Data excerpts:
»»
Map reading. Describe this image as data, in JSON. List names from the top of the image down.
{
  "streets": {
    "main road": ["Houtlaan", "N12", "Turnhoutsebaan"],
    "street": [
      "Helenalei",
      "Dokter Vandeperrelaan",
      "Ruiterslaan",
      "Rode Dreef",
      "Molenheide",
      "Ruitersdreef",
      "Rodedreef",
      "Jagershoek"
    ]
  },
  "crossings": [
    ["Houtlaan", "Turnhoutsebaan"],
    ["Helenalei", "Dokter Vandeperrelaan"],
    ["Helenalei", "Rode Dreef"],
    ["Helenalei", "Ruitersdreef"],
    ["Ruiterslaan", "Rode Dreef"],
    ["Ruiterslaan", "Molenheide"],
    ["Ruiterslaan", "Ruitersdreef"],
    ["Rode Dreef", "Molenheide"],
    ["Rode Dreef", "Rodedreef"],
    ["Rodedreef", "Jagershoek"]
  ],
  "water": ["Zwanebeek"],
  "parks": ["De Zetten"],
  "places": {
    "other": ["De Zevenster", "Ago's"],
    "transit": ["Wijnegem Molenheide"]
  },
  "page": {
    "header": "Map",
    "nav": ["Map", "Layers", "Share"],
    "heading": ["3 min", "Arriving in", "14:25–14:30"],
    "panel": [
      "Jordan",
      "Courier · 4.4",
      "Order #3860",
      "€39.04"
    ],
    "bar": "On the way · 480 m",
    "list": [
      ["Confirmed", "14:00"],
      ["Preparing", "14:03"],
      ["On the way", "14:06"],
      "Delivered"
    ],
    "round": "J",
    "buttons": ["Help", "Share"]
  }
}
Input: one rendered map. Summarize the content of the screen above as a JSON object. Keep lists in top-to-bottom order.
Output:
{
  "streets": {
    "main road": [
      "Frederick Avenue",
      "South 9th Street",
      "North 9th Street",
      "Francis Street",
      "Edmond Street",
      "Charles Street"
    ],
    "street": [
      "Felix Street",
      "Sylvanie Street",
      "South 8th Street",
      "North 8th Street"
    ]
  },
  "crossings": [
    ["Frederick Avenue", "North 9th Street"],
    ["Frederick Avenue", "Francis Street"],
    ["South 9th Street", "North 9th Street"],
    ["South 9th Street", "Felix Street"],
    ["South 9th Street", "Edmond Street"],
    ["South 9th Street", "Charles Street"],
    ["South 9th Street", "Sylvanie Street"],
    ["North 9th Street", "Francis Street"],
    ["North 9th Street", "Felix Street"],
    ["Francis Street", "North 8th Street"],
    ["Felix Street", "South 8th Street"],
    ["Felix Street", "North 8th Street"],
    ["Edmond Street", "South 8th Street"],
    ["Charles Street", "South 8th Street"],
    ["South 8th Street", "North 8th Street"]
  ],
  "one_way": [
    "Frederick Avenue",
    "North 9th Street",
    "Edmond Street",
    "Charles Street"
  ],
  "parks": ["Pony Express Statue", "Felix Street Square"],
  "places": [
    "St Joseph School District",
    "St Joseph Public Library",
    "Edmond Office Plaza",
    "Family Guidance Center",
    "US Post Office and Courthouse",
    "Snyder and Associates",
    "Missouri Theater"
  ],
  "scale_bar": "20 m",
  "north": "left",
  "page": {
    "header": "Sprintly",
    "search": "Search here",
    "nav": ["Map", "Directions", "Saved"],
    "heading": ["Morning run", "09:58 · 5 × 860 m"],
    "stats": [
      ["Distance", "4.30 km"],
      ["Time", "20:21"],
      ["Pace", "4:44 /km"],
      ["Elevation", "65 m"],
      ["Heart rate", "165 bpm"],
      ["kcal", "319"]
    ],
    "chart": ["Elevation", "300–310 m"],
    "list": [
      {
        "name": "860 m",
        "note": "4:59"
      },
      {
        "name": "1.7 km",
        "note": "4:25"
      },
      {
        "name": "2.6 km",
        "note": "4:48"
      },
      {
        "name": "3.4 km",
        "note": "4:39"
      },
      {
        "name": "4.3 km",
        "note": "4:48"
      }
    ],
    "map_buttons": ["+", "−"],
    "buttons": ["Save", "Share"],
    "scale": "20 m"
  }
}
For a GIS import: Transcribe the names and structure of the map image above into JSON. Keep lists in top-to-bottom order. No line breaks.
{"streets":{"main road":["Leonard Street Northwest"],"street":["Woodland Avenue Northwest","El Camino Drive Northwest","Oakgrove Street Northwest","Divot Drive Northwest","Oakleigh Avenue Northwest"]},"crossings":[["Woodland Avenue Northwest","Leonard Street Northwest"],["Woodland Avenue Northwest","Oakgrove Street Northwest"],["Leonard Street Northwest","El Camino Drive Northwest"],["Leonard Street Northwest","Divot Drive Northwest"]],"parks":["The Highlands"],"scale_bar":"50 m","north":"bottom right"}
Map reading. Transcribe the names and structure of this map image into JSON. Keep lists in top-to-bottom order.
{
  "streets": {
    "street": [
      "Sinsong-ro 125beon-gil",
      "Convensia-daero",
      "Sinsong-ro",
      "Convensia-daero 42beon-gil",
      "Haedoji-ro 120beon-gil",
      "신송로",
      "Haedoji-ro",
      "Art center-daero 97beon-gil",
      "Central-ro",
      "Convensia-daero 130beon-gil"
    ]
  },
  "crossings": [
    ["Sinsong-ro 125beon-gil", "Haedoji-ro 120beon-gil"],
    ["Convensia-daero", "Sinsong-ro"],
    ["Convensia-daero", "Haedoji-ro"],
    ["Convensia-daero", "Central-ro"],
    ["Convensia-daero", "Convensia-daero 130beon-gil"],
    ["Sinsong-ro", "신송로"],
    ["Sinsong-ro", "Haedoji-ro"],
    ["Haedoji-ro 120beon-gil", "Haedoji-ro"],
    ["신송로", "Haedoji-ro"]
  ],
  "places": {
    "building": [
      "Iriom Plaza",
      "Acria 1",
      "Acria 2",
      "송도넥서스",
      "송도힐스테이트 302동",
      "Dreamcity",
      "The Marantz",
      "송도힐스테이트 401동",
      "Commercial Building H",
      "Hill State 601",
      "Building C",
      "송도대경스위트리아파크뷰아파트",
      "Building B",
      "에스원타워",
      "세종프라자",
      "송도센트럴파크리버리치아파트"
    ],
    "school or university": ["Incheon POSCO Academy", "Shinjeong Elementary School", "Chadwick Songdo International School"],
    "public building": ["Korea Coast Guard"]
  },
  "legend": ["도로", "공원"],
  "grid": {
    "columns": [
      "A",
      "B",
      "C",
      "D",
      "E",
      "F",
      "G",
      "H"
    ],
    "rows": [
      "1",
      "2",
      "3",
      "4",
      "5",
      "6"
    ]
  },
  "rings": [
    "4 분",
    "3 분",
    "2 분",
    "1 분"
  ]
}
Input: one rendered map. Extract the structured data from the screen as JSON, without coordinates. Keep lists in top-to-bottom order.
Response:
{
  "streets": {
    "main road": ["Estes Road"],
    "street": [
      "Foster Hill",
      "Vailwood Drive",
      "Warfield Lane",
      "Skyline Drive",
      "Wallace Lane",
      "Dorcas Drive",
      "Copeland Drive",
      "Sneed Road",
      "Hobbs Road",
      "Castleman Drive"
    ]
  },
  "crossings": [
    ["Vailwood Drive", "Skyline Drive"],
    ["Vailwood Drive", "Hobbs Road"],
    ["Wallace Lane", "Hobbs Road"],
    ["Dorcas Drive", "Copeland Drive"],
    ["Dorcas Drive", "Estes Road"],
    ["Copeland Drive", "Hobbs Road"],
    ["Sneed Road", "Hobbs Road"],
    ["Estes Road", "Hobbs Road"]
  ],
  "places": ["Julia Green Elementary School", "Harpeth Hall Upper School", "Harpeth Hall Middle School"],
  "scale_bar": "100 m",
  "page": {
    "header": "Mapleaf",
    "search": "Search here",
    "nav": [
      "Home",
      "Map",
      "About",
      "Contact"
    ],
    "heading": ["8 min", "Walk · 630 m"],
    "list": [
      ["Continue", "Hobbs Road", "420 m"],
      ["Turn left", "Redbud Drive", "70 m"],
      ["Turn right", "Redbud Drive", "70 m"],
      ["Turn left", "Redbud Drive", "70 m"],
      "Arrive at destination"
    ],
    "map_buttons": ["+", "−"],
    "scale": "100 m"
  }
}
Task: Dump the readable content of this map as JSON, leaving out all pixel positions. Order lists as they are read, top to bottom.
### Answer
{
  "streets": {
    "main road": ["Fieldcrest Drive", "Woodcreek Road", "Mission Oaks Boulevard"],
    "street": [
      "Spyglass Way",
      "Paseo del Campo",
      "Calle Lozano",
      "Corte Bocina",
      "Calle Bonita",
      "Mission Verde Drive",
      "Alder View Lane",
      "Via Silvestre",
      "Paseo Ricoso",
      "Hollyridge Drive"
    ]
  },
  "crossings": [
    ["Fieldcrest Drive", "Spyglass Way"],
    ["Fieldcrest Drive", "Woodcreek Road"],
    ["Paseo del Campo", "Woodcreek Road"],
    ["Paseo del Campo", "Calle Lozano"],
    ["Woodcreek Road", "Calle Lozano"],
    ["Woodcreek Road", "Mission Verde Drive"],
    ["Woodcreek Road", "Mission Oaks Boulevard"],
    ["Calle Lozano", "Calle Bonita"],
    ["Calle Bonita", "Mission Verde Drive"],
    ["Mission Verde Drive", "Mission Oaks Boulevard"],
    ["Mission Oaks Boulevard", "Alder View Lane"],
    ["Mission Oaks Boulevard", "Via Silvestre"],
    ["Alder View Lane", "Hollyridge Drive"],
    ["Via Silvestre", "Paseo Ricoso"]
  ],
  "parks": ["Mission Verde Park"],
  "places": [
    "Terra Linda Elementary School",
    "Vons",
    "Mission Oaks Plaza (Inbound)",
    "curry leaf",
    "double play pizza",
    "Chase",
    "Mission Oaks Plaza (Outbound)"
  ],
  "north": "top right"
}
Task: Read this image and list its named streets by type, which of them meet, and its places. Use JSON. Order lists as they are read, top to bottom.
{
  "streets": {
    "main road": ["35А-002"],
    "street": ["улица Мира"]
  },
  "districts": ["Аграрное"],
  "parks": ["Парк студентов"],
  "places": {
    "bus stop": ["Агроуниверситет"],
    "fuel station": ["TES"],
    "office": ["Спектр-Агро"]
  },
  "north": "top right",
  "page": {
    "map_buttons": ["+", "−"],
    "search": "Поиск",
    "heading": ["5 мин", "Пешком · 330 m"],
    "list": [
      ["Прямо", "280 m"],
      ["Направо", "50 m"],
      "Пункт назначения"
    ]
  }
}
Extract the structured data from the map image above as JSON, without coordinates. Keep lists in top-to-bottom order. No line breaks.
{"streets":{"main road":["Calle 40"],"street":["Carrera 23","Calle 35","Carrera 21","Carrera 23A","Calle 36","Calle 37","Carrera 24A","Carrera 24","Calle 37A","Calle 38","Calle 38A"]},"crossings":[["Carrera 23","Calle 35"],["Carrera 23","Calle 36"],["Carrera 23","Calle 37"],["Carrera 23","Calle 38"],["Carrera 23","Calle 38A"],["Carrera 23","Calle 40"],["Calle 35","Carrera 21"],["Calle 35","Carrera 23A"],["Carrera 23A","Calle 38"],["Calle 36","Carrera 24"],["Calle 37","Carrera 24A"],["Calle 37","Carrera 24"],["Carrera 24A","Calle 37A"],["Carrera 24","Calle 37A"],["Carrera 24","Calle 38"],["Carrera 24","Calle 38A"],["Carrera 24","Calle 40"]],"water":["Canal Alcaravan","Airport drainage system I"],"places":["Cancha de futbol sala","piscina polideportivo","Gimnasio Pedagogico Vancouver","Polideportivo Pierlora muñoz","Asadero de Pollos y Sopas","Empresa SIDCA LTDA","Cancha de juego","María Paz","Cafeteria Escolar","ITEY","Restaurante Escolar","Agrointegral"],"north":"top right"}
««
Prompt:
Tally the lines above containing "Charles"; give only the number.

Answer for this exercise:
4